# It's never too late



## wyogoob (Sep 7, 2007)

I've been hunting cottontail rabbits for over 50 years and never took a picture of one.

Before internet forums we just didn't take pictures, used the "word of mouth" style of communication, usually over a cold one.

But hey, it's never too late. My grandkids took a picture of me and a cottontail:










8)


----------



## GaryFish (Sep 7, 2007)

So what is your recipe for bunny guts?


----------



## JuddCT (Sep 7, 2007)

I think we should all put up our "caption" for the picture. Here is mine:

"Stop making fun of my overalls or the bunny gets it!"


----------



## paddler (Jul 17, 2009)

Nice!! I used to hunt cottontails a bit.

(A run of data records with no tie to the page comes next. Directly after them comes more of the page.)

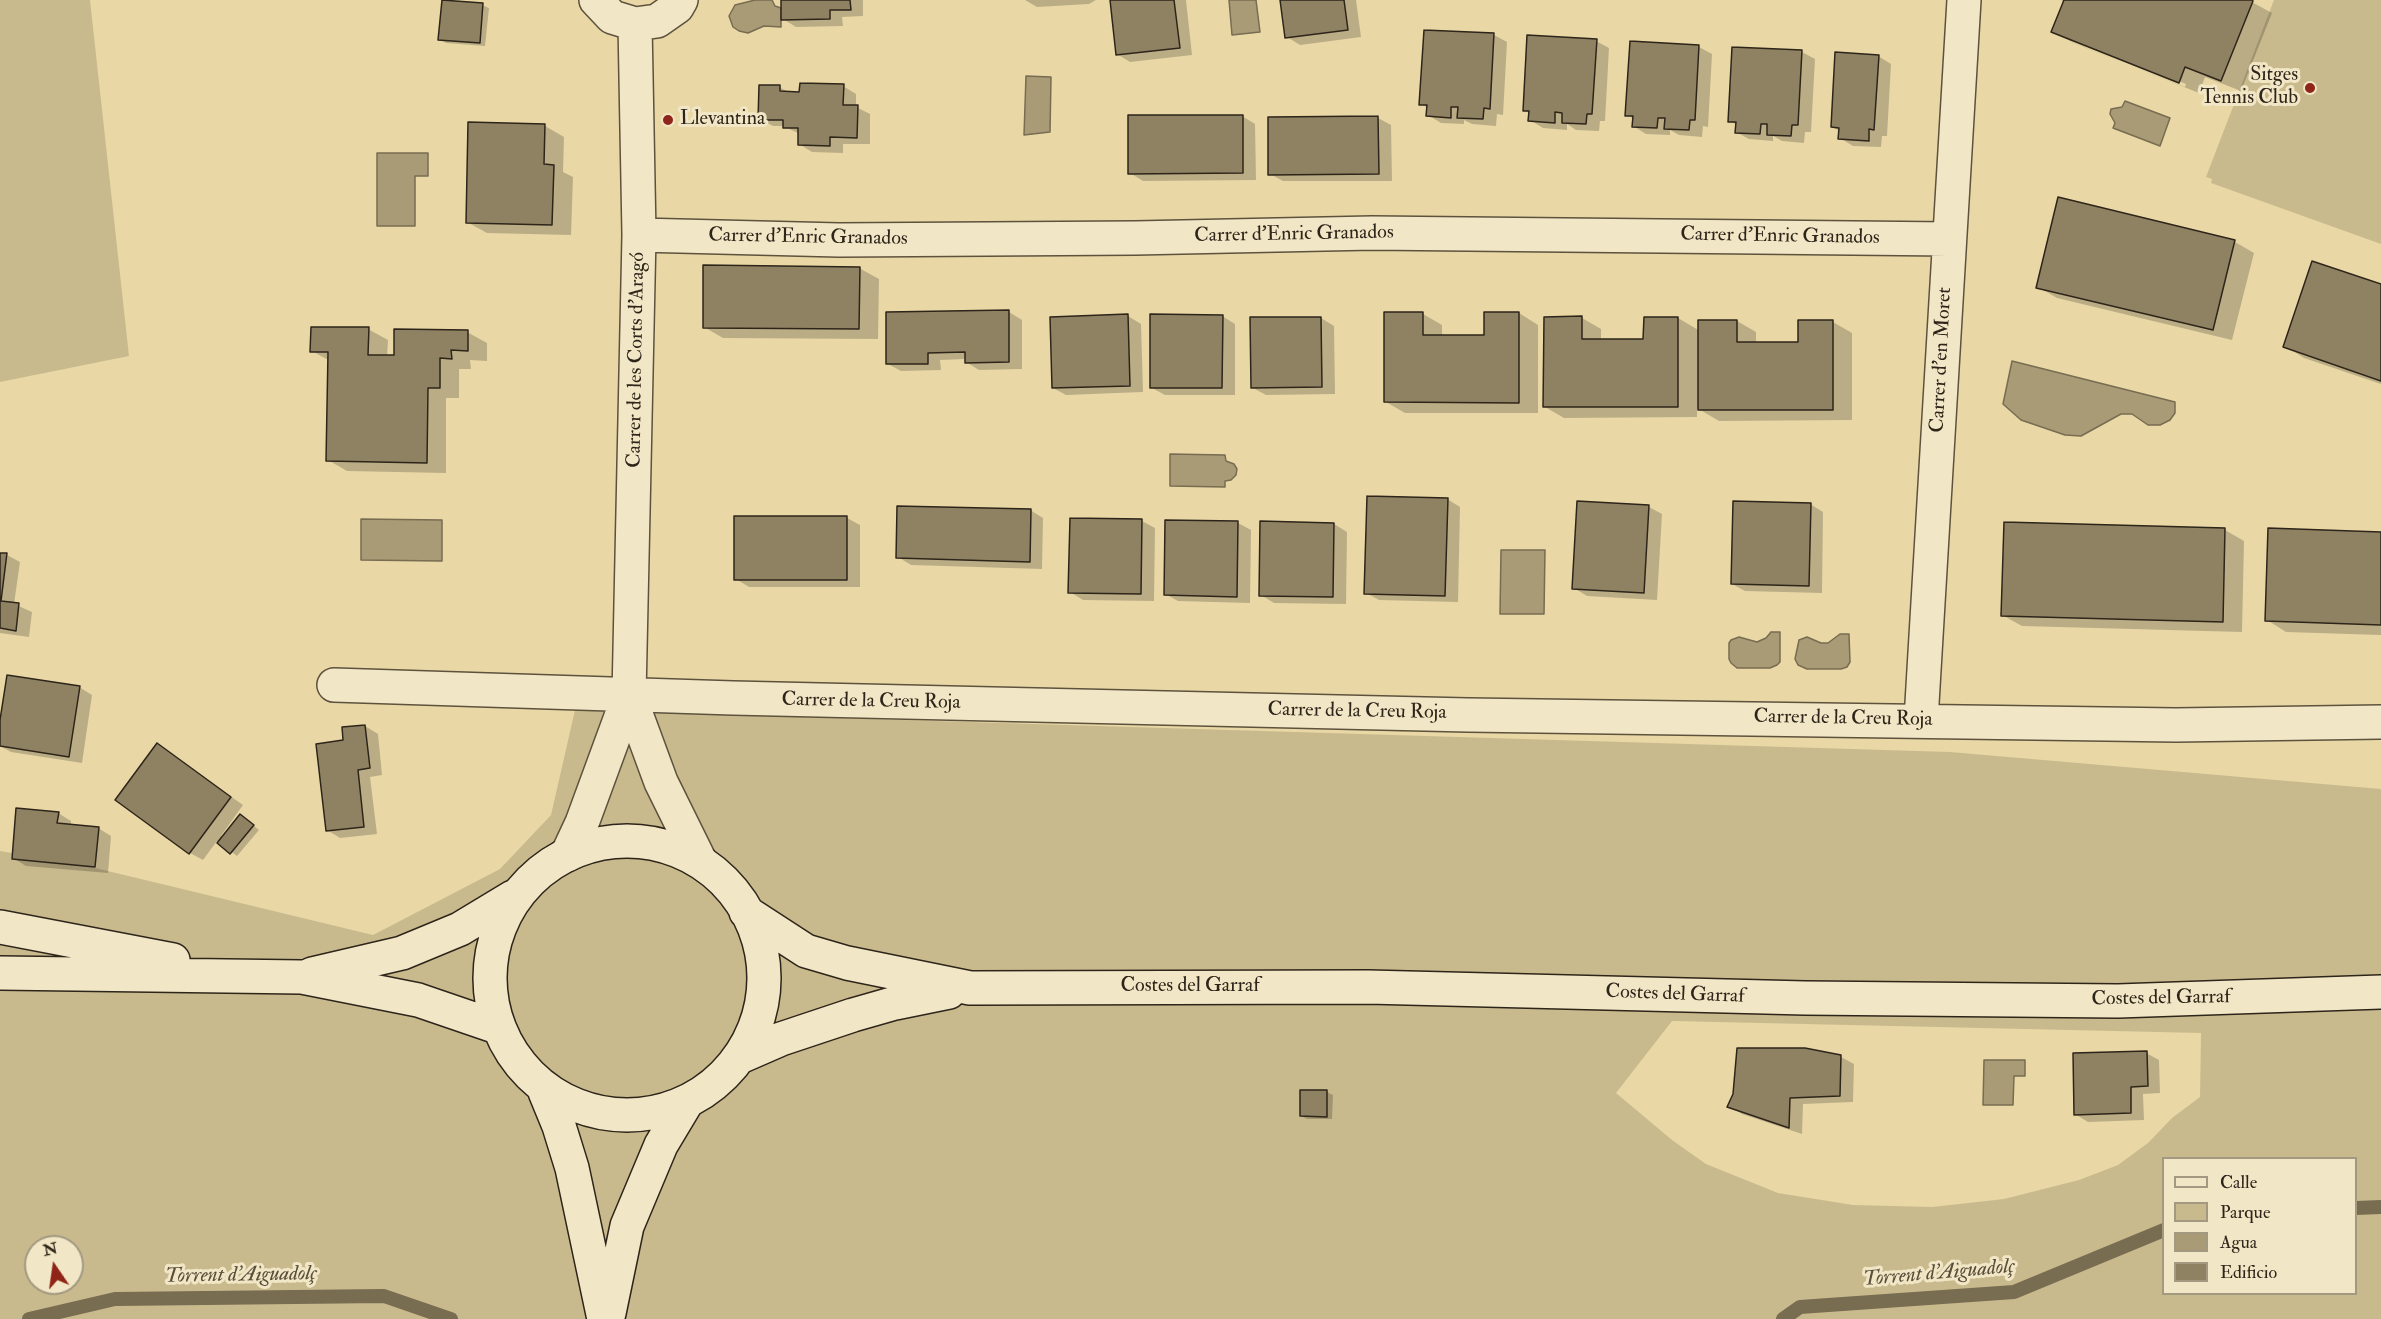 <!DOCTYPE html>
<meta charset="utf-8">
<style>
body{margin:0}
#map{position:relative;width:2381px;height:1319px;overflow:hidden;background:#e9d8a6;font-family:"IM FELL Double Pica",serif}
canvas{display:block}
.legend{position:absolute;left:2162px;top:1157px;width:195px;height:138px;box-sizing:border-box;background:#f1e6c5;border:2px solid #a39981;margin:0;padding:8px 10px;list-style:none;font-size:18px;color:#2e251a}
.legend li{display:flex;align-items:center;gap:12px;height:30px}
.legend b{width:30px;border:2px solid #a39981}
.north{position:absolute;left:24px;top:1235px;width:60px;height:60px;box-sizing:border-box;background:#f1e6c5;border:2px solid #a39981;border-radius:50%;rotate:347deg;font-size:16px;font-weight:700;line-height:24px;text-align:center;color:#2e251a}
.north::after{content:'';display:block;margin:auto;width:21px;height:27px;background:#8f2418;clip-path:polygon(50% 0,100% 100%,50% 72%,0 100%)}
</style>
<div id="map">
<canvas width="2381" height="1319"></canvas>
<ul class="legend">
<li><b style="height:8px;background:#f1e6c5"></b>Calle</li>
<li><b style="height:16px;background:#c9ba8e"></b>Parque</li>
<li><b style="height:16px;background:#a99b76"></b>Agua</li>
<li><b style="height:16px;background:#8f8263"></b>Edificio</li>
</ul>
<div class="north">N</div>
</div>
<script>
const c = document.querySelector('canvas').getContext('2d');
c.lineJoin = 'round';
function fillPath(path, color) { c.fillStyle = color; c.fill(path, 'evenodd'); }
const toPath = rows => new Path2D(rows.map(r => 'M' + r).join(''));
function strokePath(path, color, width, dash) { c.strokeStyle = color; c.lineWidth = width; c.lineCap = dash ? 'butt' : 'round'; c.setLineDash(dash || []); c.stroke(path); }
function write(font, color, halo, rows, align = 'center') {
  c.font = font + ' "IM FELL Double Pica",serif'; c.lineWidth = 6; c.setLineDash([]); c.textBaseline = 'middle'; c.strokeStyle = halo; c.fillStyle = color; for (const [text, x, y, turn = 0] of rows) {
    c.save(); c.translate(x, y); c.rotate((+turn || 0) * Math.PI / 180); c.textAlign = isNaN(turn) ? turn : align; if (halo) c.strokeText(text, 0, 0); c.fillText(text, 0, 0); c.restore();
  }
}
const green = toPath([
 [0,0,90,0,129,356,0,382],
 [2274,0,2381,0,2381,244,2211,183,2212,179,2206,177],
 [575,710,1950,752,2381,789,2381,1319,0,1319,0,851,83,865,373,935,500,869,551,815],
 [1672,1021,2201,1033,2200,1097,2172,1118,2148,1143,2118,1165,2079,1180,2004,1199,1932,1207,1853,1205,1778,1193,1706,1164,1672,1140,1616,1093],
 [2164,1158,2356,1158,2356,1294,2164,1294],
 [36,1247,72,1247,72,1283,36,1283]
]);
const water = toPath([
 [755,0,772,0,775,6,781,8,781,27,764,26,748,33,739,31,733,27,729,16,735,5,755,0],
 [1229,0,1256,0,1260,32,1232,35,1229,0],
 [1026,76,1051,77,1050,132,1024,135,1026,76],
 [2125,101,2170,118,2160,146,2113,128,2115,123,2110,114,2111,109,2122,107,2125,101],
 [377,153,428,153,428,176,415,176,415,226,377,226,377,153],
 [2012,361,2175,402,2175,413,2170,420,2160,425,2148,425,2132,414,2121,414,2081,436,2065,435,2021,420,2003,404,2012,361],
 [1170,454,1225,455,1226,461,1234,464,1237,469,1236,475,1231,480,1225,481,1225,487,1170,486,1170,454],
 [361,519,442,520,442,561,361,560,361,519],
 [1501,550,1545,550,1544,614,1500,614,1501,550],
 [1771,632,1780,632,1780,662,1777,665,1770,668,1737,668,1731,663,1729,659,1729,643,1731,640,1739,637,1757,642,1766,638,1771,632],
 [1840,634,1849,634,1850,662,1847,667,1841,669,1807,669,1798,665,1795,659,1799,640,1807,637,1821,643,1828,643,1840,634],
 [1984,1060,2025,1060,2025,1076,2014,1076,2013,1105,1983,1105,1984,1060]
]);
const shadow = toPath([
 [782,0,863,0,863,16,842,17,843,26,796,27,783,19],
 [1025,0,1096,0,1089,4,1037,7],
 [1111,0,1186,0,1192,55,1130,62,1117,54],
 [1282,0,1356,0,1361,37,1300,45,1287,37],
 [2061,0,2248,0,2272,13,2241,91,2205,77,2199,93,2072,42,2053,31,2064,2],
 [2071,38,2186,84,2185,87,2071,42],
 [482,5,489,8,485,46,446,43,439,39],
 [1494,35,1507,42,1503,115,1497,114,1496,126,1472,124,1464,120,1464,124,1441,123,1428,115,1428,108,1421,104],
 [1596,41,1609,48,1605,121,1600,121,1599,131,1576,130,1567,124,1567,130,1543,128,1530,120,1530,114,1524,110],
 [1699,47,1712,54,1708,127,1703,126,1702,137,1679,135,1670,130,1670,135,1646,134,1633,126,1634,119,1627,115],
 [1733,49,1802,52,1815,59,1811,132,1805,132,1804,143,1782,141,1773,136,1773,141,1749,139,1736,132,1737,125,1729,121],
 [1878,56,1891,64,1887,136,1882,136,1881,147,1853,146,1840,138,1840,131,1832,127],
 [843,86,856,94,856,107,870,114,870,144,843,144,843,153,812,152,799,144,800,134,783,126,773,126,760,119,779,87,790,93,801,93],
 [1242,116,1255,124,1256,180,1143,181,1130,173],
 [1269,118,1378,118,1391,125,1392,181,1283,181,1270,174],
 [545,126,564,137,563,172,573,177,571,235,487,233,467,222],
 [2059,199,2235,242,2254,253,2232,340,2057,298,2038,287],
 [859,268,879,279,878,339,723,338,704,327],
 [2381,286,2381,384,2304,358,2285,346],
 [1009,312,1022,320,1022,369,979,370,966,362,966,359,940,360,941,370,901,371,888,364],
 [1519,313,1538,325,1538,413,1405,413,1386,402,1423,314,1442,325,1442,336,1486,336],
 [1128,316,1141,324,1143,392,1066,395,1053,388],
 [1222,316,1235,324,1235,395,1165,395,1152,388],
 [1321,318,1334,326,1335,394,1266,395,1253,388,1252,319],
 [1582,318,1601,329,1601,341,1645,340,1678,318,1700,331,1737,321,1756,332,1756,344,1800,343,1833,322,1852,333,1852,420,1719,421,1697,408,1697,417,1564,418,1545,407],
 [368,329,388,340,387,357,395,357,467,332,487,343,487,361,470,360,471,369,459,369,459,398,446,398,446,473,347,471,328,460,330,361,312,351],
 [1447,499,1460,507,1458,602,1379,600,1366,593],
 [1810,504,1823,512,1822,593,1745,591,1732,584],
 [1649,507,1662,514,1657,600,1587,596,1574,588],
 [1030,510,1043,518,1042,569,911,565,898,557],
 [847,518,860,525,860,587,749,587,736,579],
 [1142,521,1155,528,1154,601,1083,600,1070,592],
 [1238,523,1251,530,1250,603,1178,601,1165,594],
 [1334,524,1347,532,1346,604,1274,603,1261,595],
 [2225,530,2244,541,2242,632,2022,626,2002,615],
 [2381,533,2381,635,2286,632,2267,620],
 [0,554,7,555,20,562,14,604,32,612,29,637,0,633],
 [79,687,92,695,82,763,11,752,0,746,0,729],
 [365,726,378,734,382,775,370,777,377,834,340,838,327,830,345,741],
 [158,745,243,805,221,836,223,837,246,819,259,830,237,856,217,841,203,860,190,853],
 [58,813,71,821,71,826,98,828,111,836,108,873,26,866,13,858],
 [2146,1053,2159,1060,2160,1093,2143,1094,2144,1120,2088,1122,2075,1114],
 [1841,1057,1854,1064,1853,1102,1803,1104,1802,1134,1742,1114,1729,1106],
 [1327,1092,1333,1095,1332,1119,1307,1119,1301,1116]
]);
const stream = toPath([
 [2356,1208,2381,1207],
 [29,1319,115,1299,384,1296,451,1319],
 [1783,1319,1800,1307,2014,1292,2164,1230]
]);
const building = toPath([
 [442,0,483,3,480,43,438,40,442,0],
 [781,0,850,0,851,10,830,10,830,19,781,20,781,0],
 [1110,0,1174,0,1180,48,1116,55,1110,0],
 [1280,0,1344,0,1348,30,1285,38,1280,0],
 [2064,0,2252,0,2253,1,2221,81,2185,67,2179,83,2051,32,2064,0],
 [1424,30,1494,33,1490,109,1484,108,1483,119,1457,118,1458,107,1451,107,1451,118,1426,116,1427,105,1419,105,1424,30],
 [1527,35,1597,39,1592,114,1587,114,1586,124,1562,123,1562,113,1555,112,1555,123,1528,121,1529,111,1523,111,1527,35],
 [1630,41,1699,45,1695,120,1690,120,1689,130,1664,129,1665,118,1658,118,1657,128,1632,127,1633,116,1625,116,1630,41],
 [1732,47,1802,50,1798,125,1792,125,1791,136,1767,135,1767,124,1761,124,1760,134,1735,133,1736,122,1728,122,1732,47],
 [1835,52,1879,55,1874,130,1869,129,1869,141,1838,139,1839,128,1831,127,1835,52],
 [800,83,844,84,843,105,858,105,857,138,830,137,830,146,798,145,798,128,783,128,783,120,758,120,759,85,780,85,780,91,799,92,800,83],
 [1128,115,1243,115,1243,173,1128,174,1128,115],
 [1378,116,1379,174,1268,175,1268,117,1378,116],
 [468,122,545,124,544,164,554,165,552,225,466,223,468,122],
 [2058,197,2235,240,2213,330,2036,288,2058,197],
 [2312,261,2381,284,2381,381,2283,347,2312,261],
 [703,265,860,267,859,329,703,328,703,265],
 [1009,310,1009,362,965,363,965,352,928,353,928,364,886,364,886,312,1009,310],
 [1384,312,1423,312,1423,335,1484,335,1484,312,1519,312,1519,403,1384,402,1384,312],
 [1128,314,1130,386,1052,388,1050,317,1128,314],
 [1150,314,1223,315,1222,388,1150,388,1150,314],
 [1582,316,1582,339,1643,339,1644,317,1678,317,1678,407,1543,407,1544,317,1582,316],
 [1250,317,1321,317,1322,387,1251,388,1250,317],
 [1698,320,1737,320,1737,342,1798,342,1798,320,1833,320,1833,410,1698,410,1698,320],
 [311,327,369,327,368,355,394,355,394,329,468,330,468,351,451,350,452,359,440,358,440,388,428,388,427,463,326,461,328,352,310,352,311,327],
 [1367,496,1448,498,1445,596,1364,594,1367,496],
 [1577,501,1649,505,1644,593,1572,589,1577,501],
 [1733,501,1811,503,1809,586,1731,584,1733,501],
 [897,506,1031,509,1030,562,896,558,897,506],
 [734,516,847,516,847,580,734,580,734,516],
 [1070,518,1142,519,1141,594,1068,593,1070,518],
 [1165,520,1238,521,1237,597,1164,595,1165,520],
 [1260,521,1334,523,1333,597,1259,596,1260,521],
 [2004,522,2225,528,2223,622,2001,616,2004,522],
 [2268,528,2381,532,2381,625,2265,621,2268,528],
 [0,553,7,553,1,601,19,603,16,631,0,628,0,553],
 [7,675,80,686,69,757,0,746,0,720,7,675],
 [365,725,370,768,358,770,364,827,326,831,316,744,343,740,342,727,365,725],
 [157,743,231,797,189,854,115,800,157,743],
 [16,808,59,812,57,823,99,827,95,867,12,859,16,808],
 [240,814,254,825,230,854,217,843,240,814],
 [1737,1048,1805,1048,1841,1055,1840,1096,1790,1098,1789,1128,1727,1107,1733,1094,1737,1048],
 [2147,1051,2148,1086,2131,1087,2131,1113,2074,1115,2073,1053,2147,1051],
 [1300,1090,1327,1090,1327,1117,1300,1116,1300,1090]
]);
const street = toPath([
 [596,0,612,17,635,24,657,21,677,7,681,0],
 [639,235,839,240,1135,238,1372,233,1949,239],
 [334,685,733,698,1468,715,2176,725,2381,722],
 [629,695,661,782,699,859],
 [1921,720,1964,0],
 [567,855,582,823,629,695,639,235,635,24]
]);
const secondary = toPath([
 '490 978a137 137 0 1 1 274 0a137 137 0 1 1-274 0Z',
 [746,912,806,951,847,963,970,988,1368,987,1805,998,2118,1001,2381,992],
 [0,927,173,960],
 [0,973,302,977,418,1000,497,1027],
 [312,974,402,953,460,929,513,897],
 [742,1056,781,1039,853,1015,895,1003,949,992],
 [545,1092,559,1126,572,1168,604,1319],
 [609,1313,627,1226,661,1145,685,1105]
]);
const markers = [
 [2310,88,6,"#8f2418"],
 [668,120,6,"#8f2418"]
];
const poiNames = [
 ["Sitges",2298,76],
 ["Tennis Club",2298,99],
 ["Llevantina",680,120,"left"]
];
const streetNames = [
 ["Carrer d'Enric Granados",1294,235,-1],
 ["Carrer d'Enric Granados",1780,237,1],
 ["Carrer d'Enric Granados",808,238,1],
 ["Carrer de les Corts d'Aragó",637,360,-89],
 ["Carrer d'en Moret",1942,360,-87],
 ["Carrer de la Creu Roja",871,702,1],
 ["Carrer de la Creu Roja",1357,712,1],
 ["Carrer de la Creu Roja",1843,719,1],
 ["Costes del Garraf",1190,987],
 ["Costes del Garraf",1675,995,2],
 ["Costes del Garraf",2161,999,-1]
];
const waterNames = [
 ["Torrent d'Aiguadolç",1939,1274,-5],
 ["Torrent d'Aiguadolç",241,1276,-1]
];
fillPath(green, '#c9ba8e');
fillPath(water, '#a99b76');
strokePath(water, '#786c51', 1.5);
fillPath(shadow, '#0003');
strokePath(stream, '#786c51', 14);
fillPath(building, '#8f8263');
strokePath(building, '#2e251a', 1.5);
strokePath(street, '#5d523d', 36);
strokePath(secondary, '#2e251a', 36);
strokePath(street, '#f1e6c5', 33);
strokePath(secondary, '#f1e6c5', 33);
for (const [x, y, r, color] of markers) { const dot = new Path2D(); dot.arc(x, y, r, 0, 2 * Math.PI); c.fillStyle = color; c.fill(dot); strokePath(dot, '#f1e6c5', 2); }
write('20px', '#2e251a', '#f1e6c5', poiNames, 'right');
write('20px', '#2e251a', '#f1e6c5', streetNames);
write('italic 21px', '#594e3a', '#f1e6c5', waterNames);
</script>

What gun is that?


----------



## katorade (Sep 23, 2007)

"Your an evil man Santa!" Good idea judd


----------



## NHS (Sep 7, 2007)

"Does anyone have a recipe for cottontail liver?"


----------



## sawsman (Sep 13, 2007)

Neck shot? man, you're good.. 8) 

In the good 'ole days there would be a couple of cans of beer in those coverall pockets.


----------



## wyogoob (Sep 7, 2007)

sawsman said:


> Neck shot? man, you're good.. 8)
> 
> In the good 'ole days there would be a couple of cans of beer in those coverall pockets.


Ah, ha, ha, ha

I've had a beer or two wearing those coveralls and I quit drinking in 1985!! It's a wonder they still fit.


----------



## wyogoob (Sep 7, 2007)

NHS said:


> "Does anyone have a recipe for cottontail liver?"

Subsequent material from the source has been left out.